Please quote exactly the lines below from the line containing "position:absolute; width:35px; height:35px;" to the line containing "display:flex; gap:14px; margin-top:auto;", both lines included, and nothing else.

== Segment start ==

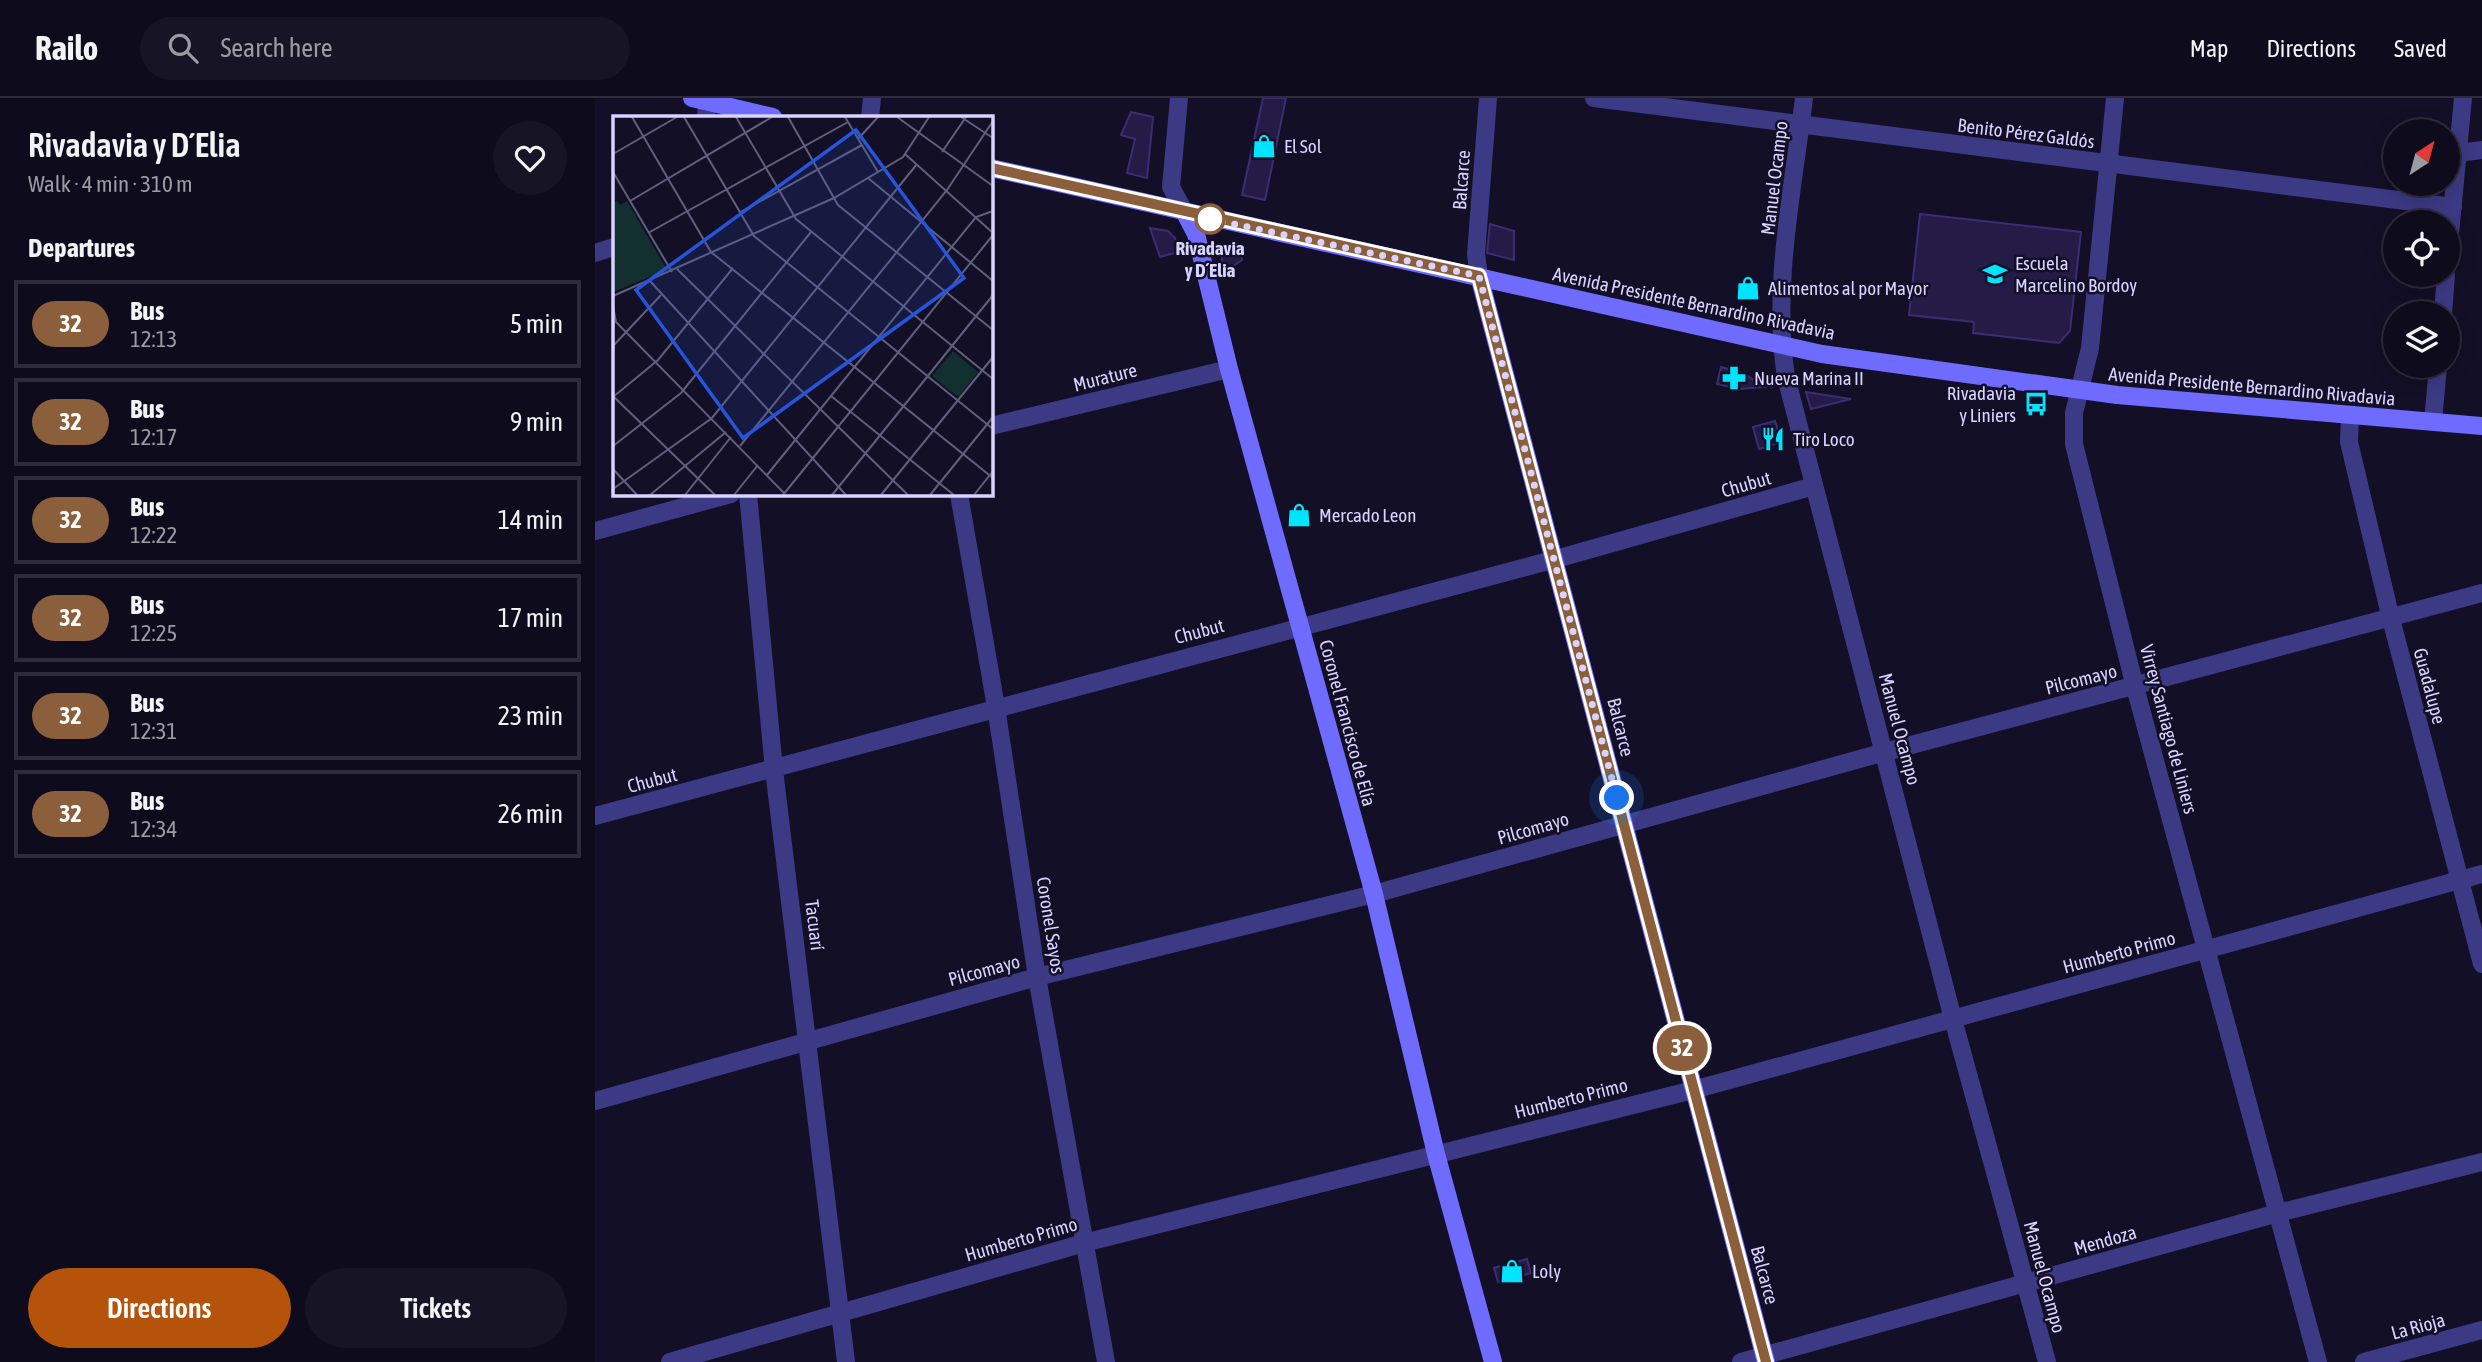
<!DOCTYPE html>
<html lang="en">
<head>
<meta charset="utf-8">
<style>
	body { margin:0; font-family:"Asap Condensed",sans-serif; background:#171425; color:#f1f3f6; height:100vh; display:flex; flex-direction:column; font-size:26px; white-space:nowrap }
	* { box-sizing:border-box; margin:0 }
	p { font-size:23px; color:#9b9ba3 }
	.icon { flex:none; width:38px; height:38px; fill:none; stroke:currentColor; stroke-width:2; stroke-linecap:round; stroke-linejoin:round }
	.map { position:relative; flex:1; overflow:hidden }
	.side { display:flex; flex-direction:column; background:#0e0b1c; width:595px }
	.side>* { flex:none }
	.badge { padding:0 14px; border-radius:23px; font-size:24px; line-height:46px }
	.needle { width:46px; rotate:36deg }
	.fabs { position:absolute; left:1788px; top:21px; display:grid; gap:14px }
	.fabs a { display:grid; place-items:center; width:77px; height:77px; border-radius:50%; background:#0e0b1c; box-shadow:0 4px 18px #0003,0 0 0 2px #2e2b3b; font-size:35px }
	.you { position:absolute; width:35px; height:35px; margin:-18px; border:5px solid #fff; border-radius:50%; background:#1a73e8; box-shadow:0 0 0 10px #1a73e833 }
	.map>.badge { position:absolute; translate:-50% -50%; box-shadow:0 0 0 4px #fff }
	h2 { padding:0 28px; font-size:26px; line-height:63px }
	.round { display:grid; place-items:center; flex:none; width:74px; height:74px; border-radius:37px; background:#171425 }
	.summary { display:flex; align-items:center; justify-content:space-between; height:119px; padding:0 28px }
	h1 { font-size:33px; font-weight:600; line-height:52px }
	.cta { display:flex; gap:14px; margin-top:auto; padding:14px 28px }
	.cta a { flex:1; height:80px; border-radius:42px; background:#b45309; color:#fff; font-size:28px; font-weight:600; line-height:80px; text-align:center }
	.cta a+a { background:#171425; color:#f1f3f6 }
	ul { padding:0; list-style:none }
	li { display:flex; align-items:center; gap:21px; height:88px; margin:0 14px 10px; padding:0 14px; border:4px solid #2e2b3b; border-radius:0px }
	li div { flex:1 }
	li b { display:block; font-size:26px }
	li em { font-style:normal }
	li .badge { min-width:77px; font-weight:700; text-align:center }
	header { display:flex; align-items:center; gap:42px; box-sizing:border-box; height:98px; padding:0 35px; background:#0e0b1c; border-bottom:2px solid #2e2b3b }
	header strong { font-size:33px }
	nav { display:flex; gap:38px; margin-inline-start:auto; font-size:24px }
	.search { width:490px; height:63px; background:#171425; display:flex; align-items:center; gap:18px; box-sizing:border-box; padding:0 24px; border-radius:38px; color:#9b9ba3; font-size:26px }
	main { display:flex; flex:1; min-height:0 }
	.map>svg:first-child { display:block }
	.building { fill:#241b47; stroke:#3b2d73; stroke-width:2 }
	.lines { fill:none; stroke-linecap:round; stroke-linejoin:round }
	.street { stroke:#3d3a85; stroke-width:18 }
	.secondary { stroke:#6f6bff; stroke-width:18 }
	.line-casing { stroke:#fff; stroke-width:16 }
	.line { stroke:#8b5e3c; stroke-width:10 }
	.walk { stroke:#d9d4ff; stroke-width:7; stroke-dasharray:0 12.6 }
	.stop-dot { fill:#fff; stroke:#8b5e3c; stroke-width:3.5 }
	.labels { text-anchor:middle; stroke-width:5; stroke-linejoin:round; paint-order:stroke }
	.street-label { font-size:19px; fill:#d9d4ff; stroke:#130f26 }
	.poi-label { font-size:19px; fill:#d9d4ff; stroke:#130f26; text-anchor:start }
	.stop-label { font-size:19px; font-weight:bold; fill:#d9d4ff; stroke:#130f26 }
	.inset-road { fill:none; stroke:#625e7d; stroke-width:2 }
	.view { fill:#2655da; fill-opacity:0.15; stroke:#2655da; stroke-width:3.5 }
	.inset-edge { fill:none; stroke:#d9d4ff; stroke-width:3.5 }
</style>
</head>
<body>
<header>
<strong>Railo</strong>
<div class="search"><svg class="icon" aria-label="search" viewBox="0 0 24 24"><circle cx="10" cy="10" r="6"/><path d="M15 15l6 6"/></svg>Search here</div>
<nav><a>Map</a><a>Directions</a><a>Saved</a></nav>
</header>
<main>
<section class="side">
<div class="summary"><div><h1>Rivadavia y D´Elia</h1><p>Walk · 4 min · 310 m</p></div><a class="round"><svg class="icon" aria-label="heart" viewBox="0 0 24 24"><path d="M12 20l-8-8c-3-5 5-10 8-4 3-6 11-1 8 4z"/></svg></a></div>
<h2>Departures</h2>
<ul>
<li><span class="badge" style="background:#8b5e3c;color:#fff">32</span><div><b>Bus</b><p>12:13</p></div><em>5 min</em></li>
<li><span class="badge" style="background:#8b5e3c;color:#fff">32</span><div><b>Bus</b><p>12:17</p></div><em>9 min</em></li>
<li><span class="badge" style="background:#8b5e3c;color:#fff">32</span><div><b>Bus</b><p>12:22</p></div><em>14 min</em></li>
<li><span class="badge" style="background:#8b5e3c;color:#fff">32</span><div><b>Bus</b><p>12:25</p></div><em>17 min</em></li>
<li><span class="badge" style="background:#8b5e3c;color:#fff">32</span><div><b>Bus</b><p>12:31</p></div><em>23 min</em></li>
<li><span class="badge" style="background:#8b5e3c;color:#fff">32</span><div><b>Bus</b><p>12:34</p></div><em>26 min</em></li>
</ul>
<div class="cta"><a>Directions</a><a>Tickets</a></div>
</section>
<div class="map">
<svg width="1887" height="1264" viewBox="0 0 1887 1264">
	<rect width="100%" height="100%" fill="#130f26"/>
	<!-- building -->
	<g class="building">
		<polygon points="668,0 691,0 670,102 647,97"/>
		<polygon points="536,14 558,19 552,80 532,75 540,41 526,37"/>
		<polygon points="1325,116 1486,134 1475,233 1464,245 1378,235 1379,224 1314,217"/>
		<polygon points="895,126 919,133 919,162 892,155"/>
		<polygon points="555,130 573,133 580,140 583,154 565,159"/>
		<polygon points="644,149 647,162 631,173 627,163 627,150"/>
		<polygon points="1126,269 1148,275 1169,289 1145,291 1122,286"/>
		<polygon points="1211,294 1256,301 1216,311"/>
		<polygon points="1180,323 1187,344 1164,351 1158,329"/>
		<polygon points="932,1161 936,1175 903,1184 899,1170"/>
	</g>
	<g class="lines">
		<!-- street -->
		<g class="street">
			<polyline points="584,0 576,89 590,115"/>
			<polyline points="999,0 1858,109"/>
			<path d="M1209 0C1198 92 1177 188 1191 279L1358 921 1452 1264"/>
			<polyline points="1520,0 1495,250 1479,315 1479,346 1540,589 1723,1264"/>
			<polyline points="111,19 112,4"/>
			<polyline points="275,19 277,0"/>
			<polyline points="1863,55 1887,52"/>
			<polyline points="0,155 19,149"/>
			<polyline points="1853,156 1868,0"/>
			<polyline points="884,178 881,156 893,0"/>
			<polyline points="1848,215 1851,177"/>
			<polyline points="1755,318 1754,344 1796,521 1887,866"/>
			<polyline points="1838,324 1843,268"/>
			<polyline points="396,328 634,271"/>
			<polyline points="153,396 179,672 251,1264"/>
			<polyline points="364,396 401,609 442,879 511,1264"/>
			<polyline points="0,433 136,396"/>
			<polyline points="0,718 961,461 1219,388"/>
			<polyline points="0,1003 442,879 779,796 1290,654 1887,495"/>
			<polyline points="75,1264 489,1145 1098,992 1887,776"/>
			<polyline points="1146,1264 1683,1115 1887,1064"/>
			<polyline points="1769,1264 1887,1232"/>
		</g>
		<!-- secondary -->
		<g class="secondary">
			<polyline points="97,0 178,19"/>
			<polyline points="396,70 1227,256 1522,297 1887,328"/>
			<polyline points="590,115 601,136 634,271 779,796 841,1056 898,1264"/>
			<polyline points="884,178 1171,1264"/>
		</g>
	</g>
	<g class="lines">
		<!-- line casing -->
		<g class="line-casing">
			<polyline id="line" points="396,70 884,178 1171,1264"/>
		</g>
		<!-- line -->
		<use href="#line" class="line"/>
		<!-- walk -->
		<polyline class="walk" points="615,121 884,178 1022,700"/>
	</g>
	<!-- icons -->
	<defs>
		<g id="shop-bare" transform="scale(1.89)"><path d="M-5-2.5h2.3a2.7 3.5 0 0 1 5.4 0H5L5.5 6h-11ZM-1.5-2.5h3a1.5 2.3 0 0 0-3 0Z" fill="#00e5ff" stroke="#130f26" stroke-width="2.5" paint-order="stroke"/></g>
		<g id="school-bare" transform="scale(1.89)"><path d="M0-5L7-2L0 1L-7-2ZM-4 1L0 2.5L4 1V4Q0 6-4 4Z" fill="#00e5ff" stroke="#130f26" stroke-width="2.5" paint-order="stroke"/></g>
		<g id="pharmacy-bare" transform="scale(1.89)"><path d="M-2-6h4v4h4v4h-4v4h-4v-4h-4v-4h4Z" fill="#00e5ff" stroke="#130f26" stroke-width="2.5" paint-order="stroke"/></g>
		<g id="bus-bare" transform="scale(1.89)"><path d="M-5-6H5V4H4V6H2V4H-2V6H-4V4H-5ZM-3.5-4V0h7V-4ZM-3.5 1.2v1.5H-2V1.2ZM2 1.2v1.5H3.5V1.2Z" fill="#00e5ff" stroke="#130f26" stroke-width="2.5" paint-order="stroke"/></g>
		<g id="restaurant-bare" transform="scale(1.89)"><path d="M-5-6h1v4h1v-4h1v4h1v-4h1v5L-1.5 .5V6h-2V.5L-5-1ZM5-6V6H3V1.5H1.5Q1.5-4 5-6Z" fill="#00e5ff" stroke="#130f26" stroke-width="2.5" paint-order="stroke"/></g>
	</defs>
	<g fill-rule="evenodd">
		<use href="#shop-bare" x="669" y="48"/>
		<use href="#school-bare" x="1400" y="176"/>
		<use href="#shop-bare" x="1153" y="190"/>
		<use href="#pharmacy-bare" x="1139" y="280"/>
		<use href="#bus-bare" x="1441" y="306"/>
		<use href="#restaurant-bare" x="1178" y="341"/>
		<use href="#shop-bare" x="704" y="417"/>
		<use href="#shop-bare" x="917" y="1173"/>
	</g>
	<!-- markers -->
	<circle class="stop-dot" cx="615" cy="121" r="14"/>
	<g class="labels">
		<!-- street labels -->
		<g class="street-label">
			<text transform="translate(1431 35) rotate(7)" y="7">Benito Pérez Galdós</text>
			<text transform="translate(1179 80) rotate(-83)" y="7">Manuel Ocampo</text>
			<text transform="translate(866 82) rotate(-86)" y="7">Balcarce</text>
			<text transform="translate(1099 205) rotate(12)" y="7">Avenida Presidente Bernardino Rivadavia</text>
			<text transform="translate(510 279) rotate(-14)" y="7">Murature</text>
			<text transform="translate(1657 288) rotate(5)" y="7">Avenida Presidente Bernardino Rivadavia</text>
			<text transform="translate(1151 386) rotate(-16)" y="7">Chubut</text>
			<text transform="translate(604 533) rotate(-15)" y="7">Chubut</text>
			<text transform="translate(1486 581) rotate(-14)" y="7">Pilcomayo</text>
			<text transform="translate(1835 588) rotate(75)" y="7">Guadalupe</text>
			<text transform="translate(753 625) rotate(75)" y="7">Coronel Francisco de Elía</text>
			<text transform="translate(1026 629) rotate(76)" y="7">Balcarce</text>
			<text transform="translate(1305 631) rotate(75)" y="7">Manuel Ocampo</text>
			<text transform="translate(1574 631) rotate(75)" y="7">Virrey Santiago de Liniers</text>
			<text transform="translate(57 682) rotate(-15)" y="7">Chubut</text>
			<text transform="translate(938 730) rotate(-16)" y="7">Pilcomayo</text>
			<text transform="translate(220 827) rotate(83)" y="7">Tacuarí</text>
			<text transform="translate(456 827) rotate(81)" y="7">Coronel Sayos</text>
			<text transform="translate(1524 854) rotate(-15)" y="7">Humberto Primo</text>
			<text transform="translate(389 872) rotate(-15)" y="7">Pilcomayo</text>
			<text transform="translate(976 1000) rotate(-14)" y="7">Humberto Primo</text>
			<text transform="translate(426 1141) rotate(-16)" y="7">Humberto Primo</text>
			<text transform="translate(1510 1142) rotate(-16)" y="7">Mendoza</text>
			<text transform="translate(1170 1177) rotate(75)" y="7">Balcarce</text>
			<text transform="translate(1450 1179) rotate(75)" y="7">Manuel Ocampo</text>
			<text transform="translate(1823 1228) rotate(-15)" y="7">La Rioja</text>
		</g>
		<!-- poi labels -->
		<g class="poi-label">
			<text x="689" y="55">El Sol</text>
			<text x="1420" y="172">Escuela<tspan x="1420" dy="22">Marcelino Bordoy</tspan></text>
			<text x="1173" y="197">Alimentos al por Mayor</text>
			<text x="1159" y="287">Nueva Marina II</text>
			<text x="1421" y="302" text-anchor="end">Rivadavia<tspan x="1421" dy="22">y Liniers</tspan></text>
			<text x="1198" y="348">Tiro Loco</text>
			<text x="724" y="424">Mercado Leon</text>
			<text x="937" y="1180">Loly</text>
		</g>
		<!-- stop labels -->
		<g class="stop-label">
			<text x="615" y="157">Rivadavia<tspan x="615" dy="22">y D´Elia</tspan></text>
		</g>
	</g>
	<!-- overview -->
	<g transform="translate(18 18)">
		<rect width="380" height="380" fill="#130f26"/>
		<path d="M4 85 7 89 14 85 54 154 0 176V87ZM340 235 365 256 345 281 319 260Z" fill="#12302f"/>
		<path class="inset-road" d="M19 1 98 136 380 362M71 1 141 120 380 313M123 1 183 103 380 263M175 1 225 89 380 214M232 1 265 56M284 1 380 70M348 1 380 22M245 23 265 1M329 36 353 1M0 38 64 1M292 38 380 117M0 56 59 156M255 62 380 165M17 85 159 1M126 97 249 29M35 117 235 6M64 153 295 379M37 165 233 379M0 180 221 82 290 41 316 1M0 190 3 206 172 378M0 230 48 179M0 280 102 379M218 280 341 379M0 281 45 244 120 152M0 330 68 277 198 116M127 330 334 74 380 5M0 353 24 379M154 359 363 101 380 95M0 373 99 302 304 48M37 379 113 316M72 379 118 321M121 379 145 349M170 379 380 119M219 379 380 179M268 379 380 241M317 379 380 301M361 379 380 355"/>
		<path class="view" d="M243 14 351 162 130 322 23 174Z"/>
		<rect width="380" height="380" class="inset-edge"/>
	</g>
</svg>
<div class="fabs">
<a><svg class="needle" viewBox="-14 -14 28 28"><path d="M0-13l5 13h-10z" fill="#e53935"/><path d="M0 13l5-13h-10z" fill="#9b9ba3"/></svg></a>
<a><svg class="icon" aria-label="locate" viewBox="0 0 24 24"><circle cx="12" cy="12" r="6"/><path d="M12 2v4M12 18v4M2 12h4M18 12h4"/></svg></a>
<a><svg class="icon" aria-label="layers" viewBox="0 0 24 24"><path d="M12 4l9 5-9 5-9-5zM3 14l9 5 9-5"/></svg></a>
</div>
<div class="you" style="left:1022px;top:700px"></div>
<b class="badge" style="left:1087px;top:950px;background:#8b5e3c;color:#fff">32</b>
</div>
</main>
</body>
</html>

== Segment end ==

◆ RESULT FOR THIS TASK ◆
	.you { position:absolute; width:35px; height:35px; margin:-18px; border:5px solid #fff; border-radius:50%; background:#1a73e8; box-shadow:0 0 0 10px #1a73e833 }
	.map>.badge { position:absolute; translate:-50% -50%; box-shadow:0 0 0 4px #fff }
	h2 { padding:0 28px; font-size:26px; line-height:63px }
	.round { display:grid; place-items:center; flex:none; width:74px; height:74px; border-radius:37px; background:#171425 }
	.summary { display:flex; align-items:center; justify-content:space-between; height:119px; padding:0 28px }
	h1 { font-size:33px; font-weight:600; line-height:52px }
	.cta { display:flex; gap:14px; margin-top:auto; padding:14px 28px }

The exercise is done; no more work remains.